Orchis pyramidal – anacamptis pyramidalis- « commune », mai

l’orchis pourpre – orchis purpurea- « commune » , mai

La menace qui pèse sur les orchidées est directement lié à la disparition de leurs milieux : zones humides, pâtures, landes calcaires, fûtaies mais aussi à l’utilisation des pesticides qui éradiquent les pollinisateurs… bref, un peu à tout ce qui est en cours actuellement chez l’humain : bétonnisation et chimie.
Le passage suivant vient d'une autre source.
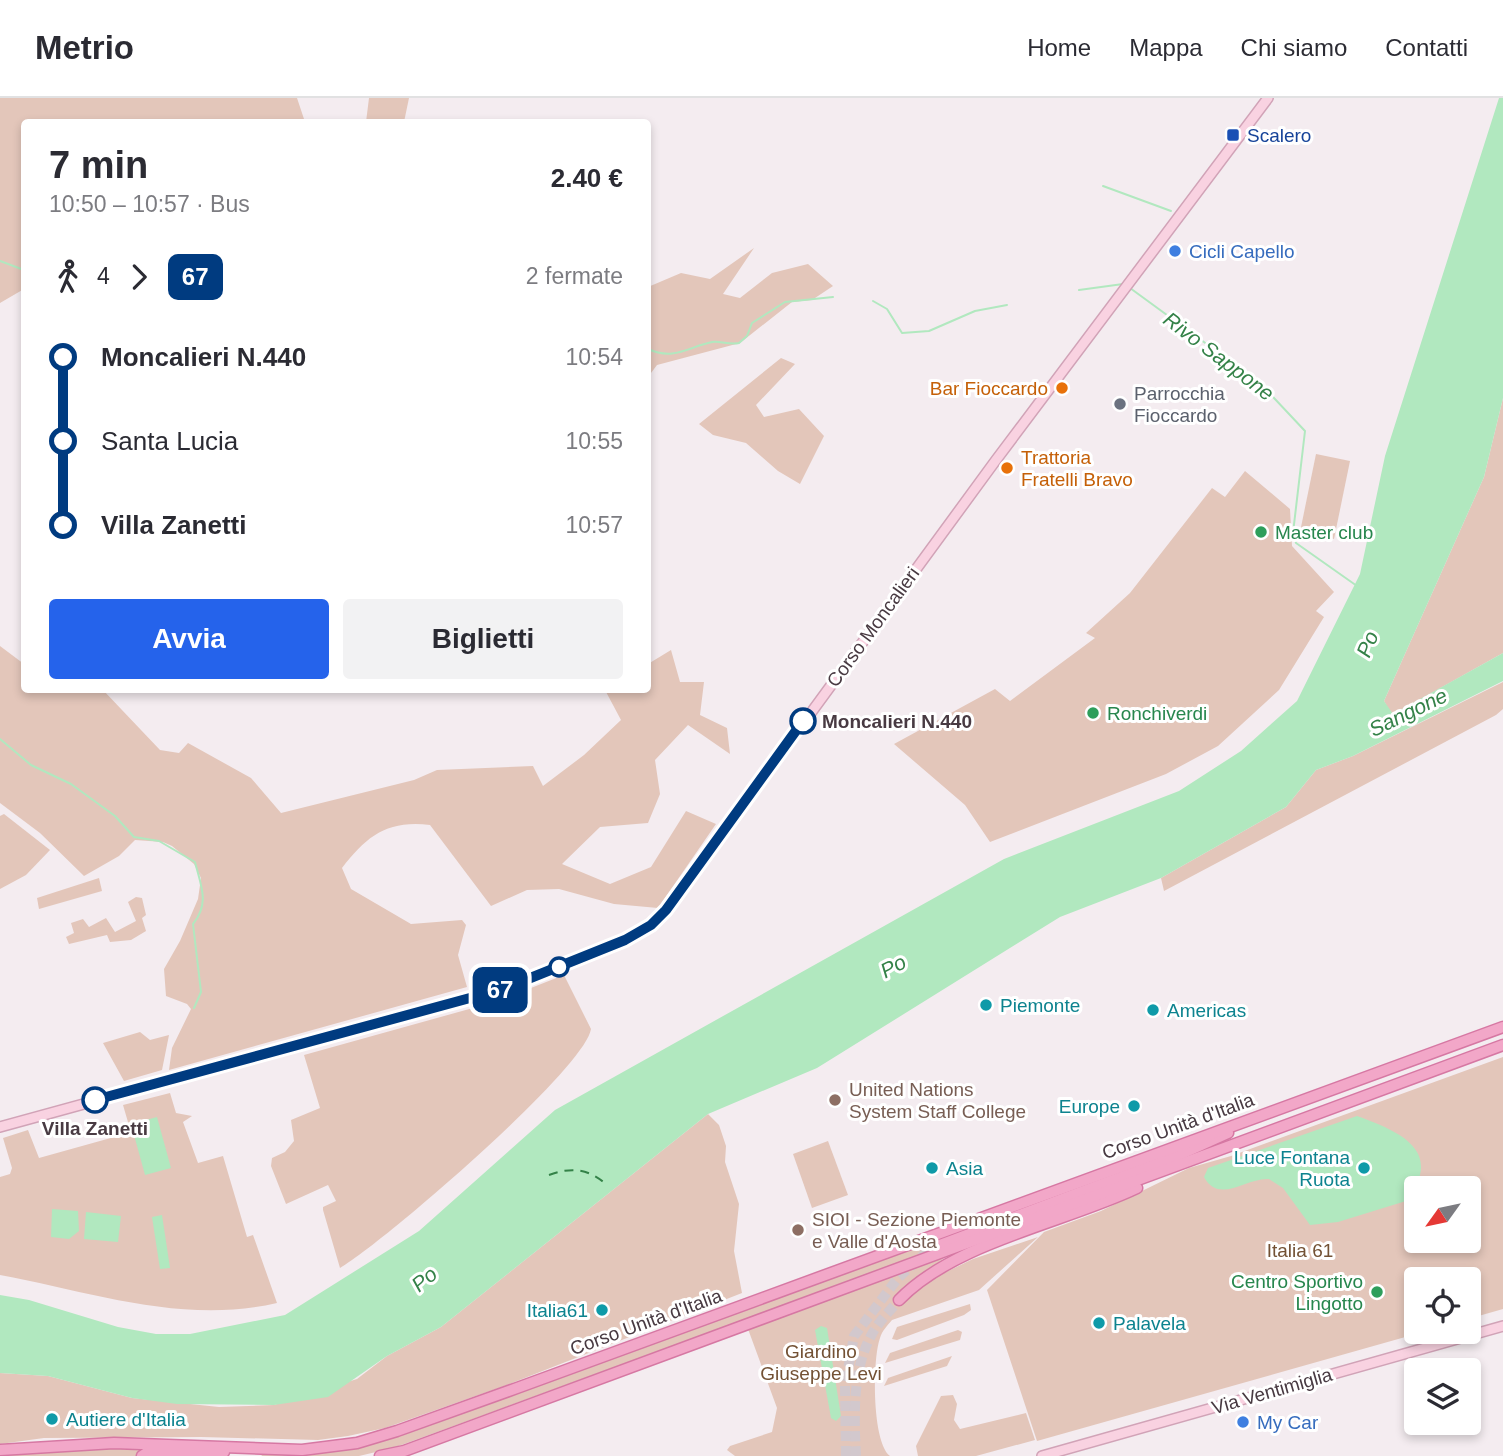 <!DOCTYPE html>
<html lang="it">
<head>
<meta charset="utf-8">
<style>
  body { margin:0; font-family:Helvetica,sans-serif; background:#f2f2f3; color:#2b2b33; height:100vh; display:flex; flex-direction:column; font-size:26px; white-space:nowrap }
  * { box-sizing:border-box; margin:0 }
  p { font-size:23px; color:#7c7c81 }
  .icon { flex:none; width:38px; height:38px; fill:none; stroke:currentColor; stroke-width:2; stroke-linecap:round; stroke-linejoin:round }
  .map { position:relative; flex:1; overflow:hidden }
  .panel { position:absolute; left:21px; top:21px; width:630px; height:574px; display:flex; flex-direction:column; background:#fff; border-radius:7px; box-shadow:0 4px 10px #0003 }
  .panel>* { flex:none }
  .badge { padding:0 14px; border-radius:10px; font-size:24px; line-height:46px }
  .needle { width:46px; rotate:237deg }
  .tools { position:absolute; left:1404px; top:1078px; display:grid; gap:14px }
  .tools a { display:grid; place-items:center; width:77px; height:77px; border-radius:7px; background:#fff; box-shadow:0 4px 10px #0003; font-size:35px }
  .map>.badge { position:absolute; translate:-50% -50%; box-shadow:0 0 0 4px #fff }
  .legs { display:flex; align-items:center; gap:10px; height:77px; padding:0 28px; font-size:23px }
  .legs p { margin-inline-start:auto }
  .overview { display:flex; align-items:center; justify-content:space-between; height:119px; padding:0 28px }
  h1 { font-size:38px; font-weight:700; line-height:52px }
  .button { display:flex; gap:14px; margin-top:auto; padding:14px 28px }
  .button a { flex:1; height:80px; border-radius:7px; background:#2563eb; color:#fff; font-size:28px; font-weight:700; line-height:80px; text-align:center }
  .button a+a { background:#f2f2f3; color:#2b2b33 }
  ul { padding:0 28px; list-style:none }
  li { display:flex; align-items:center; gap:24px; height:84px; font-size:26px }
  li i { display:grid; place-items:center; width:10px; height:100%; margin:0 9px; background:currentColor }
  li i::after { content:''; width:18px; height:18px; margin:-9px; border:5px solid; border-radius:50%; background:#fff }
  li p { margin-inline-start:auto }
  li:first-child i { background:linear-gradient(#0000 50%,currentColor 0) }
  li:last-child i { background:linear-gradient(currentColor 50%,#0000 0) }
  header { display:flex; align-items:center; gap:42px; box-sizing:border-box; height:98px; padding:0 35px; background:#fff; border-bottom:2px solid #e1e1e2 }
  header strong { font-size:33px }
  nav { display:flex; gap:38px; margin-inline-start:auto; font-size:24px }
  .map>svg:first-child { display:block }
  .green { fill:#e3c6ba; fill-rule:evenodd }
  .water { fill:#b1e8bf }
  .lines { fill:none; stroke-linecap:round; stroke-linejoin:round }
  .stream { stroke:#b1e8bf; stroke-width:2 }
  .ferry { stroke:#348248; stroke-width:2; stroke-dasharray:9 7; stroke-linecap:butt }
  .primary-tunnel { stroke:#d2c8cd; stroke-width:10; stroke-dasharray:10 5; stroke-linecap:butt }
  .secondary-casing { stroke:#d1a3b7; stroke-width:12 }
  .primary-casing { stroke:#d678a3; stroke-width:13 }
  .secondary { stroke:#f9d2e1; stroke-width:9 }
  .primary { stroke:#f2a7c8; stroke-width:10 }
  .line-1-casing { stroke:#fff; stroke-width:16 }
  .line-1 { stroke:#003b80; stroke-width:10 }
  .transit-dot { fill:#1a4fb4; stroke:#fff; stroke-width:2.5 }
  .shop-dot { fill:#3f7fe0; stroke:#fff; stroke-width:2.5 }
  .food-dot { fill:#e8710a; stroke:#fff; stroke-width:2.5 }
  .worship-dot { fill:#6b7280; stroke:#fff; stroke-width:2.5 }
  .leisure-dot { fill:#2e9e5b; stroke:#fff; stroke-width:2.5 }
  .stop-1-dot { fill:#fff; stroke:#003b80; stroke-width:3.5 }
  .culture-dot { fill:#0f9aa8; stroke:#fff; stroke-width:2.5 }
  .education-dot { fill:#8d6e63; stroke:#fff; stroke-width:2.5 }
  .labels { text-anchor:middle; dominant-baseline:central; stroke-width:6; stroke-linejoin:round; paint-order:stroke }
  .transit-label { font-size:19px; fill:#164399; stroke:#fff; text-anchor:start }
  .shop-label { font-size:19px; fill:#366cbe; stroke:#fff; text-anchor:start }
  .food-label { font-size:19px; fill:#c56008; stroke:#fff; text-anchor:end }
  .worship-label { font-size:19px; fill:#5b616d; stroke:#fff; text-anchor:start }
  .leisure-label { font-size:19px; fill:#27864d; stroke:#fff; text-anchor:start }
  .street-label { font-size:19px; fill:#483a42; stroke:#fff }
  .stop-label { font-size:19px; font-weight:bold; fill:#483a42; stroke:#fff; text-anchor:start }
  .culture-label { font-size:19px; fill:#0d838f; stroke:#fff; text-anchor:start }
  .education-label { font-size:19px; fill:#785e54; stroke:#fff; text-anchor:start }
  .park-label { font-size:19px; fill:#735134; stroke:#fff }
  .water-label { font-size:21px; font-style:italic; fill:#348248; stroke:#fff }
</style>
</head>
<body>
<header>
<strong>Metrio</strong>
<nav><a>Home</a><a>Mappa</a><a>Chi siamo</a><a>Contatti</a></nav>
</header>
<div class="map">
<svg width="1503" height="1358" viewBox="0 0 1503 1358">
  <rect width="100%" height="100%" fill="#f4ecf0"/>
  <g class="green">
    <polygon points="0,0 297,0 305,24 24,24 24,191 0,205"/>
    <polygon points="369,0 409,0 404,24 366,24"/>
    <polygon points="754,150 723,196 740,200 772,175 808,166 833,188 812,202 792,204 740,245 657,267 648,279 648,189 681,175 710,181"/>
    <polygon points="781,260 795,266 756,307 764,319 799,311 824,338 800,386 778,373 746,345 713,337 699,326"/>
    <polygon points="1503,300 1503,555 1392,617 1384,603 1484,379"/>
    <polygon points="1316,356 1350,363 1334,441 1300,434"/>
    <polygon points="1245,373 1290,411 1292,448 1334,494 1316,513 1324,519 1279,592 1218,648 1166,676 990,744 965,707 894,646 995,591 1010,603 1095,540 1086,535 1130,495 1212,390 1225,399"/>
    <path d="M0 548 24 566V592H103L160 652 179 655 188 645 251 680 281 715 414 682 437 672 533 668 543 688 584 657 621 622 605 592H648V566L671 552 680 584H704L700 617 727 630 730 656 688 627 655 662 660 696 648 725 600 729 562 766 610 786 651 769 686 713 716 726 658 810 614 806 559 791 527 792 491 808 430 727C387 722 367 738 342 770L351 791 411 826 462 822 466 827 458 857 467 889 169 972 172 950 191 911 187 906 166 898 164 871 180 843 198 801 201 780 194 766 172 748 163 744 135 742 119 758 84 778 40 735 0 705Z"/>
    <polygon points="1503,584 1503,611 1496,617 1164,793 1161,780 1286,709 1316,672 1353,658"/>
    <polygon points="4,716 50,752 26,777 0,791 0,718"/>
    <polygon points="99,780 102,793 39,811 37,800"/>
    <polygon points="136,799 142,800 146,817 142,820 146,833 131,842 110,844 107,837 69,846 66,839 74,835 71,825 83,821 89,829 106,820 115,834 136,823 128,804"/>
    <path d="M564 877 591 931C585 971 382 1146 340 1170L323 1112V1109L336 1103 328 1087 286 1106 271 1068 272 1060 285 1054 294 1043 291 1022 320 1010 304 957 498 903Z"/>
    <polygon points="140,934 150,942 169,937 162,972 124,983 103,945"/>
    <path d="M1503 959V1211L1468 1221V1181H1416V1234H1423L1037 1343 987 1192 1044 1134 1101 1113 1189 1070 1231 1058ZM1416 1090H1468V1143H1416Z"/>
    <path d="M170 995 176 1015 192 1018 183 1024 198 1065 223 1058 247 1139 253 1137 277 1205C183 1227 92 1194 0 1177V1079L10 1076 12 1070 3 1040 28 1032 39 1060 125 1036 130 1031 123 1007Z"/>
    <polygon points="708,1016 719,1027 726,1048 725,1064 739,1106 734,1153 742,1195 504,1288 385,1330 348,1338 318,1342 201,1339 44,1340 0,1346 0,1275 48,1278 132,1300 219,1309 274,1307 357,1281 387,1258 441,1229"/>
    <polygon points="828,1043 848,1097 812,1110 793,1056"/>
    <polygon points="974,1128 939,1144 942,1150 393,1350 359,1358 262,1358 260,1355 329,1353 392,1340"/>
    <path d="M1038 1139 979 1192 892 1222C887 1228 882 1233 880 1240 872 1262 872 1345 890 1358H735L727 1352 730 1348 772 1334 777 1310 748 1231 945 1159 897 1198 973 1161Z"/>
    <polygon points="970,1206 971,1212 964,1217 897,1242 892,1241 897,1229"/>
    <polygon points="958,1232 962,1234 960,1242 885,1265 890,1255"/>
    <polygon points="952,1258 947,1268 884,1288 888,1280"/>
    <polygon points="953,1297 957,1306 954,1322 960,1331 1026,1315 1035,1342 976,1358 918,1358 916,1348 941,1298"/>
    <polygon points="82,1351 146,1351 137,1358 0,1358"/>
  </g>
  <g class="water">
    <polygon points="1499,0 1503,0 1503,300 1484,379 1384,603 1393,616 1503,555 1503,583 1353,658 1316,672 1286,709 1161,780 1060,819 817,970 708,1016 441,1229 387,1258 328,1299 274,1307 177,1306 132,1300 48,1278 0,1275 0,1197 29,1202 118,1229 156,1236 190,1236 285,1217 419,1133 555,1012 1004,761 1179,693 1241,653 1297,603 1360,476 1385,358"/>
    <path d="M1357 1018C1398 1033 1446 1052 1406 1103L1338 1124 1310 1127 1283 1090 1269 1081C1247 1079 1219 1107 1204 1079L1208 1070Z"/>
    <polygon points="157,1019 171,1070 145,1077 131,1026"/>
    <polygon points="52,1111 78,1113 79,1133 69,1141 51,1139"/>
    <polygon points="86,1114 121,1118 118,1144 84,1141"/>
    <polygon points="162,1117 170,1170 160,1171 152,1119"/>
    <polygon points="821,1228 827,1230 841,1318 836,1323 831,1320 815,1232"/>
  </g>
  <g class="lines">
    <g class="stream">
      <polyline points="1103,88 1171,113"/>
      <polyline points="0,163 24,172"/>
      <polyline points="1130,190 1260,285 1305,333 1293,435 1296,445 1357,488"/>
      <polyline points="1079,192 1123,186"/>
      <polyline points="873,203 887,211 902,235 929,233 975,213 1007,207"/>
      <path d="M648 251C674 263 688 249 712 244 721 243 730 247 739 245L747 238 752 225 785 204 833 199"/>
      <path d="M0 641 31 667 71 686 115 718 134 739 159 743 195 764C201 788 210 805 193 826L201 894 194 910"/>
    </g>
    <path class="ferry" d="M549 1077C571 1069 588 1070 607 1087"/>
    <g class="primary-tunnel">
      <polyline points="846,1358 845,1288 854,1238 898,1180 928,1153 940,1147"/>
      <path d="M856 1358C854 1319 852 1271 872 1236 879 1223 890 1213 899 1202"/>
    </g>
    <defs>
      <g id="secondary">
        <polyline points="0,1029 503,891 624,842 651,827 671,806 996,362 1268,0"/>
        <polyline points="1042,1358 1503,1228"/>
      </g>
      <g id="primary">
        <polyline points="940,1147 1177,1058 1228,1035"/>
        <path d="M899 1202C955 1144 1064 1125 1137 1090"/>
        <polyline points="0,1352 114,1345 302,1352 357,1345 397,1333 517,1290 1503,929"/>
        <polyline points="142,1358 148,1354 224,1354"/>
        <polyline points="380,1358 404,1353 1503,947"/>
      </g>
    </defs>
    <use href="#secondary" class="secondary-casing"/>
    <use href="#primary" class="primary-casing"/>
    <use href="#secondary" class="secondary"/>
    <use href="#primary" class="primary"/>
  </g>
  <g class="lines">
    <defs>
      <polyline id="line-1" points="95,1002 503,891 625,842 651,827 666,812 803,623"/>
    </defs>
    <use href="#line-1" class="line-1-casing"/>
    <use href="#line-1" class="line-1"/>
  </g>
  <rect class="transit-dot" x="1226" y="30" width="14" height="14" rx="3.5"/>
  <g class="shop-dot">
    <circle cx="1175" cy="153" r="7"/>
    <circle cx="1243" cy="1324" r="7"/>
  </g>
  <g class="food-dot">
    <circle cx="1062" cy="290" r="7"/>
    <circle cx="1007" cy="370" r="7"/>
  </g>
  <circle class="worship-dot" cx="1120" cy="306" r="7"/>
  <g class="leisure-dot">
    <circle cx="1261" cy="434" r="7"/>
    <circle cx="1093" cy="615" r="7"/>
    <circle cx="1377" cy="1194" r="7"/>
  </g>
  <g class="stop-1-dot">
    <circle cx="803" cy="623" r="12"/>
    <circle cx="559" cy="869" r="9"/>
    <circle cx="95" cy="1002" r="12"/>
  </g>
  <g class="culture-dot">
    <circle cx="986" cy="907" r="7"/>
    <circle cx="1153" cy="912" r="7"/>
    <circle cx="1134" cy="1008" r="7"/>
    <circle cx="932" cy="1070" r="7"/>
    <circle cx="1364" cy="1070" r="7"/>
    <circle cx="602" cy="1212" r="7"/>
    <circle cx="1099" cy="1225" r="7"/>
    <circle cx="52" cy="1321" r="7"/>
  </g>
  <g class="education-dot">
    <circle cx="835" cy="1002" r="7"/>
    <circle cx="798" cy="1132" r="7"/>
  </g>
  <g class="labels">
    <g class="transit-label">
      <text x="1247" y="37">Scalero</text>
    </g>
    <g class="shop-label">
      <text x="1189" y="153">Cicli Capello</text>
      <text x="1257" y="1324">My Car</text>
    </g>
    <g class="food-label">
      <text x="1048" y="290">Bar Fioccardo</text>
      <text x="1021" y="359" text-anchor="start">Trattoria<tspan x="1021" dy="22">Fratelli Bravo</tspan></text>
    </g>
    <g class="worship-label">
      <text x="1134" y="295">Parrocchia<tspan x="1134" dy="22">Fioccardo</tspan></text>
    </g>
    <g class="leisure-label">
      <text x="1275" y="434">Master club</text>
      <text x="1107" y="615">Ronchiverdi</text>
      <text x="1363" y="1183" text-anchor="end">Centro Sportivo<tspan x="1363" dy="22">Lingotto</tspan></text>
    </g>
    <g class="street-label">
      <text transform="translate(873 529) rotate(-54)">Corso Moncalieri</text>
      <text transform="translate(1178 1028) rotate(-20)">Corso Unità d'Italia</text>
      <text transform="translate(646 1224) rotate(-20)">Corso Unità d'Italia</text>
      <text transform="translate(1272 1293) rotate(-16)">Via Ventimiglia</text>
    </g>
    <g class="stop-label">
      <text x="822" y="623">Moncalieri N.440</text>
      <text x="95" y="1030" text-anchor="middle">Villa Zanetti</text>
    </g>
    <g class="culture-label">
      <text x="1000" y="907">Piemonte</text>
      <text x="1167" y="912">Americas</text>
      <text x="1120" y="1008" text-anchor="end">Europe</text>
      <text x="1350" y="1059" text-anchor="end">Luce Fontana<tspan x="1350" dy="22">Ruota</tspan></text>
      <text x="946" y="1070">Asia</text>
      <text x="588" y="1212" text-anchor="end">Italia61</text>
      <text x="1113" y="1225">Palavela</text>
      <text x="66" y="1321">Autiere d'Italia</text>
    </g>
    <g class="education-label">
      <text x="849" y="991">United Nations<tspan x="849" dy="22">System Staff College</tspan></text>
      <text x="812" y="1121">SIOI - Sezione Piemonte<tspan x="812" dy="22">e Valle d'Aosta</tspan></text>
    </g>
    <g class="park-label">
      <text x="1300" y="1152">Italia 61</text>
      <text x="821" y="1253">Giardino<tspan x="821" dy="22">Giuseppe Levi</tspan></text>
    </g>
    <g class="water-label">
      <text transform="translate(1219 258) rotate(37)">Rivo Sappone</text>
      <text transform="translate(1367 546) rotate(-68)">Po</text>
      <text transform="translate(1408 614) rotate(-26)">Sangone</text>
      <text transform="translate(893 868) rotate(-28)">Po</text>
      <text transform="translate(424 1181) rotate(-40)">Po</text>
    </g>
  </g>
</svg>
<div class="tools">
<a><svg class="needle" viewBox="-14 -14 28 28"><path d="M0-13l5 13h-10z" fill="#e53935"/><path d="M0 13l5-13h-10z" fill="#7c7c81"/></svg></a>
<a><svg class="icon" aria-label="locate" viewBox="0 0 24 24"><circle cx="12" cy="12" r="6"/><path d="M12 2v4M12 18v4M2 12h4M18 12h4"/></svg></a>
<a><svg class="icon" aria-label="layers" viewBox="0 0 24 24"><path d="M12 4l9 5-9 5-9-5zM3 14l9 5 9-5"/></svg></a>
</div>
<b class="badge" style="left:500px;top:892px;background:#003b80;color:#fff">67</b>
<section class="panel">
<div class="overview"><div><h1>7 min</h1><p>10:50 – 10:57 · Bus</p></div><b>2.40 €</b></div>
<div class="legs"><svg class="icon" aria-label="walk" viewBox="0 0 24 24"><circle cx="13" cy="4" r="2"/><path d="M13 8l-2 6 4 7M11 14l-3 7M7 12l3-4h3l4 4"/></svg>4<svg class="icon" aria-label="forward" viewBox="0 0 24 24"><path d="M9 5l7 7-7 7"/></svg><b class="badge" style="background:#003b80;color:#fff">67</b><p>2 fermate</p></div>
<ul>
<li><i style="color:#003b80"></i><b>Moncalieri N.440</b><p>10:54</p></li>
<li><i style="color:#003b80"></i><span>Santa Lucia</span><p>10:55</p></li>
<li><i style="color:#003b80"></i><b>Villa Zanetti</b><p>10:57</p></li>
</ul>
<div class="button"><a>Avvia</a><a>Biglietti</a></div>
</section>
</div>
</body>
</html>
une sous-espèce de l’ophrys araignée – ophrys sphegodes- mars

orchis militaire -orchis militaris- mai

platanthère à deux feuilles – platanthère bifolia- mai

Dactylorhiza (angustata ?) – mai – rare, en danger
Orchis pâle – orchis pallens – mai – très rare et menacée

Je n’aborderai pas la sexualité des orchidées, qui est multiple en fonction des espèces ! Je vais me contenter de continuer d’aller à leur rencontre, au hasard de mes chemins et m’ébahir de leur beauté. Demain, j’ai prévu une sortie vers elles. J’espère qu’elles seront au rendez-vous cette année encore.